# INSTRUCTIONS FOR THE TASK
The output should be the records themselves, given again exactly.

# DATA TO EXAMINE
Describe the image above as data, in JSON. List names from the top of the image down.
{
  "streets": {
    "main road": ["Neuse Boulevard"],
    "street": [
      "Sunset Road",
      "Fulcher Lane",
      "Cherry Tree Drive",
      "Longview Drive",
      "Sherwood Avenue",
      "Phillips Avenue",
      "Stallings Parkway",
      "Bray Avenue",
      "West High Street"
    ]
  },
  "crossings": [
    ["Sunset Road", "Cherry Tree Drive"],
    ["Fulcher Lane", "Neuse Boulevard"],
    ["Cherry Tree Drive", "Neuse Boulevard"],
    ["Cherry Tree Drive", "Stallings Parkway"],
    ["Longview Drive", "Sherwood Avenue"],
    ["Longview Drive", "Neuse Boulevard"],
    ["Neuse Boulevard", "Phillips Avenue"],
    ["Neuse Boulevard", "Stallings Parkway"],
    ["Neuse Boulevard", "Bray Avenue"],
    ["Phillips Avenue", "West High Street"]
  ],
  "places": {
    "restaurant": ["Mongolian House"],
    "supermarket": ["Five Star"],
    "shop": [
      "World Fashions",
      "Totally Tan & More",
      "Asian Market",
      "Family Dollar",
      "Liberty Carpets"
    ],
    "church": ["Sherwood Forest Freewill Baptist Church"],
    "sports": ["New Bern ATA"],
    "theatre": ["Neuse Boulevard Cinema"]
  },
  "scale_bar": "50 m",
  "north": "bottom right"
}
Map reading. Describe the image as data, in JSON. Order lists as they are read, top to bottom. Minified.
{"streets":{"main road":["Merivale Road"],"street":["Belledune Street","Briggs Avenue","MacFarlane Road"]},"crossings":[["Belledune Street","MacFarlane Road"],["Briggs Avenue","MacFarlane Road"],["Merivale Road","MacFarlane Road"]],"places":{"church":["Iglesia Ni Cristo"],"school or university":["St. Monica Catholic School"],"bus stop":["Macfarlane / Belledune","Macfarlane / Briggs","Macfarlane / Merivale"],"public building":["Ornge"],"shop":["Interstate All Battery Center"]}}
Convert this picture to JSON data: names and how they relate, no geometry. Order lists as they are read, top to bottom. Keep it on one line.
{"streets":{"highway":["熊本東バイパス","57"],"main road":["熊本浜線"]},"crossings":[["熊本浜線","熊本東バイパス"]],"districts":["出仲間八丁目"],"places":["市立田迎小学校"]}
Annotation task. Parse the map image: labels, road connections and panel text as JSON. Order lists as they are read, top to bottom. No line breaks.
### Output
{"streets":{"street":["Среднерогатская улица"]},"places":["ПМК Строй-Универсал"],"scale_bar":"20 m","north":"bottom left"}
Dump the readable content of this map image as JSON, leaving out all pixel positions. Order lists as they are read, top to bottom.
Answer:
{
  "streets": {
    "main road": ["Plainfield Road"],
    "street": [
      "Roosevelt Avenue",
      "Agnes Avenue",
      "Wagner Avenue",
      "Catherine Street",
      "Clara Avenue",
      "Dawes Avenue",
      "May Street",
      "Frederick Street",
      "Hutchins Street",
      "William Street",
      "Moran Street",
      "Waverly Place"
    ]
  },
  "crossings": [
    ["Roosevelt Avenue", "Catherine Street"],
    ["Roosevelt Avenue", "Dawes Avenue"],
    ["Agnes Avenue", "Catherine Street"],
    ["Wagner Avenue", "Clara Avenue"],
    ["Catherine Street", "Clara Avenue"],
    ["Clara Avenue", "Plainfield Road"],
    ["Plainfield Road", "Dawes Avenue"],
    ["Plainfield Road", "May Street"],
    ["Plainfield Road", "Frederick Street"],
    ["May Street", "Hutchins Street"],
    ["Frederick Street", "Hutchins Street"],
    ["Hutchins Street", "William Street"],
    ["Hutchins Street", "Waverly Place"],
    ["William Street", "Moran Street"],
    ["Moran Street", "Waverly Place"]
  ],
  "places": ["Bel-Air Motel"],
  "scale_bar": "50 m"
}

# WRITTEN ANSWER
Describe the image above as data, in JSON. List names from the top of the image down.
{
  "streets": {
    "main road": ["Neuse Boulevard"],
    "street": [
      "Sunset Road",
      "Fulcher Lane",
      "Cherry Tree Drive",
      "Longview Drive",
      "Sherwood Avenue",
      "Phillips Avenue",
      "Stallings Parkway",
      "Bray Avenue",
      "West High Street"
    ]
  },
  "crossings": [
    ["Sunset Road", "Cherry Tree Drive"],
    ["Fulcher Lane", "Neuse Boulevard"],
    ["Cherry Tree Drive", "Neuse Boulevard"],
    ["Cherry Tree Drive", "Stallings Parkway"],
    ["Longview Drive", "Sherwood Avenue"],
    ["Longview Drive", "Neuse Boulevard"],
    ["Neuse Boulevard", "Phillips Avenue"],
    ["Neuse Boulevard", "Stallings Parkway"],
    ["Neuse Boulevard", "Bray Avenue"],
    ["Phillips Avenue", "West High Street"]
  ],
  "places": {
    "restaurant": ["Mongolian House"],
    "supermarket": ["Five Star"],
    "shop": [
      "World Fashions",
      "Totally Tan & More",
      "Asian Market",
      "Family Dollar",
      "Liberty Carpets"
    ],
    "church": ["Sherwood Forest Freewill Baptist Church"],
    "sports": ["New Bern ATA"],
    "theatre": ["Neuse Boulevard Cinema"]
  },
  "scale_bar": "50 m",
  "north": "bottom right"
}
Map reading. Describe the image as data, in JSON. Order lists as they are read, top to bottom. Minified.
{"streets":{"main road":["Merivale Road"],"street":["Belledune Street","Briggs Avenue","MacFarlane Road"]},"crossings":[["Belledune Street","MacFarlane Road"],["Briggs Avenue","MacFarlane Road"],["Merivale Road","MacFarlane Road"]],"places":{"church":["Iglesia Ni Cristo"],"school or university":["St. Monica Catholic School"],"bus stop":["Macfarlane / Belledune","Macfarlane / Briggs","Macfarlane / Merivale"],"public building":["Ornge"],"shop":["Interstate All Battery Center"]}}
Convert this picture to JSON data: names and how they relate, no geometry. Order lists as they are read, top to bottom. Keep it on one line.
{"streets":{"highway":["熊本東バイパス","57"],"main road":["熊本浜線"]},"crossings":[["熊本浜線","熊本東バイパス"]],"districts":["出仲間八丁目"],"places":["市立田迎小学校"]}
Annotation task. Parse the map image: labels, road connections and panel text as JSON. Order lists as they are read, top to bottom. No line breaks.
### Output
{"streets":{"street":["Среднерогатская улица"]},"places":["ПМК Строй-Универсал"],"scale_bar":"20 m","north":"bottom left"}
Dump the readable content of this map image as JSON, leaving out all pixel positions. Order lists as they are read, top to bottom.
Answer:
{
  "streets": {
    "main road": ["Plainfield Road"],
    "street": [
      "Roosevelt Avenue",
      "Agnes Avenue",
      "Wagner Avenue",
      "Catherine Street",
      "Clara Avenue",
      "Dawes Avenue",
      "May Street",
      "Frederick Street",
      "Hutchins Street",
      "William Street",
      "Moran Street",
      "Waverly Place"
    ]
  },
  "crossings": [
    ["Roosevelt Avenue", "Catherine Street"],
    ["Roosevelt Avenue", "Dawes Avenue"],
    ["Agnes Avenue", "Catherine Street"],
    ["Wagner Avenue", "Clara Avenue"],
    ["Catherine Street", "Clara Avenue"],
    ["Clara Avenue", "Plainfield Road"],
    ["Plainfield Road", "Dawes Avenue"],
    ["Plainfield Road", "May Street"],
    ["Plainfield Road", "Frederick Street"],
    ["May Street", "Hutchins Street"],
    ["Frederick Street", "Hutchins Street"],
    ["Hutchins Street", "William Street"],
    ["Hutchins Street", "Waverly Place"],
    ["William Street", "Moran Street"],
    ["Moran Street", "Waverly Place"]
  ],
  "places": ["Bel-Air Motel"],
  "scale_bar": "50 m"
}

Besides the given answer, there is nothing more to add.